** Opening Supplied entries block **
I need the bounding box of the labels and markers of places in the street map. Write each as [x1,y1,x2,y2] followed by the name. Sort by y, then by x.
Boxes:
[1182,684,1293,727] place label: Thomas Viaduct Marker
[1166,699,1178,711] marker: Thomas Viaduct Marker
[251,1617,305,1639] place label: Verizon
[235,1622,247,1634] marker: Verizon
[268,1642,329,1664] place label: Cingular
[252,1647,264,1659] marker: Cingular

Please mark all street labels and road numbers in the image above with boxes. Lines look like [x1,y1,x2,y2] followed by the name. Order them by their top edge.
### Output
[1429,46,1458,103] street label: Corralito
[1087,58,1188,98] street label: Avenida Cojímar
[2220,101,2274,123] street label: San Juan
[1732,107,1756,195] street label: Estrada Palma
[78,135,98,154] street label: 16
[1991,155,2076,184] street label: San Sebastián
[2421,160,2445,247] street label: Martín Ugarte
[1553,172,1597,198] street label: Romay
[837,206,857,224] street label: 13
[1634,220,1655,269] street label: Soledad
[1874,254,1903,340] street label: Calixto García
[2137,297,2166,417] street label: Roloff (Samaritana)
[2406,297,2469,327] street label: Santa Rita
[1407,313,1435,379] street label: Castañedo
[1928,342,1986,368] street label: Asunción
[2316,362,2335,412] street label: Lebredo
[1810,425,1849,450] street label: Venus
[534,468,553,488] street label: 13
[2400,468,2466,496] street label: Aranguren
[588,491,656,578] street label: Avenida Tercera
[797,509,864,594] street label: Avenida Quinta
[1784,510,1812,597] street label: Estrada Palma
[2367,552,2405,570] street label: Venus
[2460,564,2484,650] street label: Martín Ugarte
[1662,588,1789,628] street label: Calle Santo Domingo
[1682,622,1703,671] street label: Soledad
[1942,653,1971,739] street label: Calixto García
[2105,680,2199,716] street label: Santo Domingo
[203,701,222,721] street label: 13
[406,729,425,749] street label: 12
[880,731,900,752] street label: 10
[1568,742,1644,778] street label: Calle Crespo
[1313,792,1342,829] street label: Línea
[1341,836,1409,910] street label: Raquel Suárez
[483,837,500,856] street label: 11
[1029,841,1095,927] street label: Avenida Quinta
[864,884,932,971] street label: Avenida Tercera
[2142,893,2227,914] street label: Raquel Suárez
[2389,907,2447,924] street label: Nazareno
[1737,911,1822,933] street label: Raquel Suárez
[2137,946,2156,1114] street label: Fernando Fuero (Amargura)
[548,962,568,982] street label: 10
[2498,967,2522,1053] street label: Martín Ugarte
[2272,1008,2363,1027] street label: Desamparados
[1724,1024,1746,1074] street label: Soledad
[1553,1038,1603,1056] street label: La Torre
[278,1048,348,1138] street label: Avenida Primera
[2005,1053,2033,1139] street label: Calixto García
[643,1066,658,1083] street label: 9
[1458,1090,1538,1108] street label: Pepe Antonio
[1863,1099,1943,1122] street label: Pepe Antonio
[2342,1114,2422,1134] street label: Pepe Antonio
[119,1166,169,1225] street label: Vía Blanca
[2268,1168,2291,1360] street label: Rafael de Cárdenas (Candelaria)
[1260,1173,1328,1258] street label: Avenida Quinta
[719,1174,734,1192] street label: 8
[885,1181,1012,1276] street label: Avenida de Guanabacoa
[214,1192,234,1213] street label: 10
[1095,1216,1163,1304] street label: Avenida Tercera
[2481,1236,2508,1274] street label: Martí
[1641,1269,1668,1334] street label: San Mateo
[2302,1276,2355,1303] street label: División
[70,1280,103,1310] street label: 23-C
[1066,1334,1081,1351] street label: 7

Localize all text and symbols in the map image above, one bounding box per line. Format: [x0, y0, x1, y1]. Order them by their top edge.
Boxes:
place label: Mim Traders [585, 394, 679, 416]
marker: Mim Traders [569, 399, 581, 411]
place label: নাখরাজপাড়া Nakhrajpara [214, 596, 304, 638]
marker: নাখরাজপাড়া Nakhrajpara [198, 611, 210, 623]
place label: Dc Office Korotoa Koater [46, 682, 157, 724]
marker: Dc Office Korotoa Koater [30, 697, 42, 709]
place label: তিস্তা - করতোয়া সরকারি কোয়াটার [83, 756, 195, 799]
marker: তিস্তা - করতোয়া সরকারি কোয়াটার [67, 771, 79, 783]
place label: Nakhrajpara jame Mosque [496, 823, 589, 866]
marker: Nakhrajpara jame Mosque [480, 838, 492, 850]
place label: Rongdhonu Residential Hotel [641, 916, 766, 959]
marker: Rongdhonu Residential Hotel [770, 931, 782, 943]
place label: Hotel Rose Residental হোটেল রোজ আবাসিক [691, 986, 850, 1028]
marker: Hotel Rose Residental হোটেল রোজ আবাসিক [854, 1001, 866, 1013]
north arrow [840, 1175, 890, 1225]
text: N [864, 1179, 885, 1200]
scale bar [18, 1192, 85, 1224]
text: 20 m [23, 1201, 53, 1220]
** Closing Supplied entries block **
**What you will do:** Could you state how many lines in the entries contain the word "Korotoa"? Reply with nothing but the number.

**Result:** 2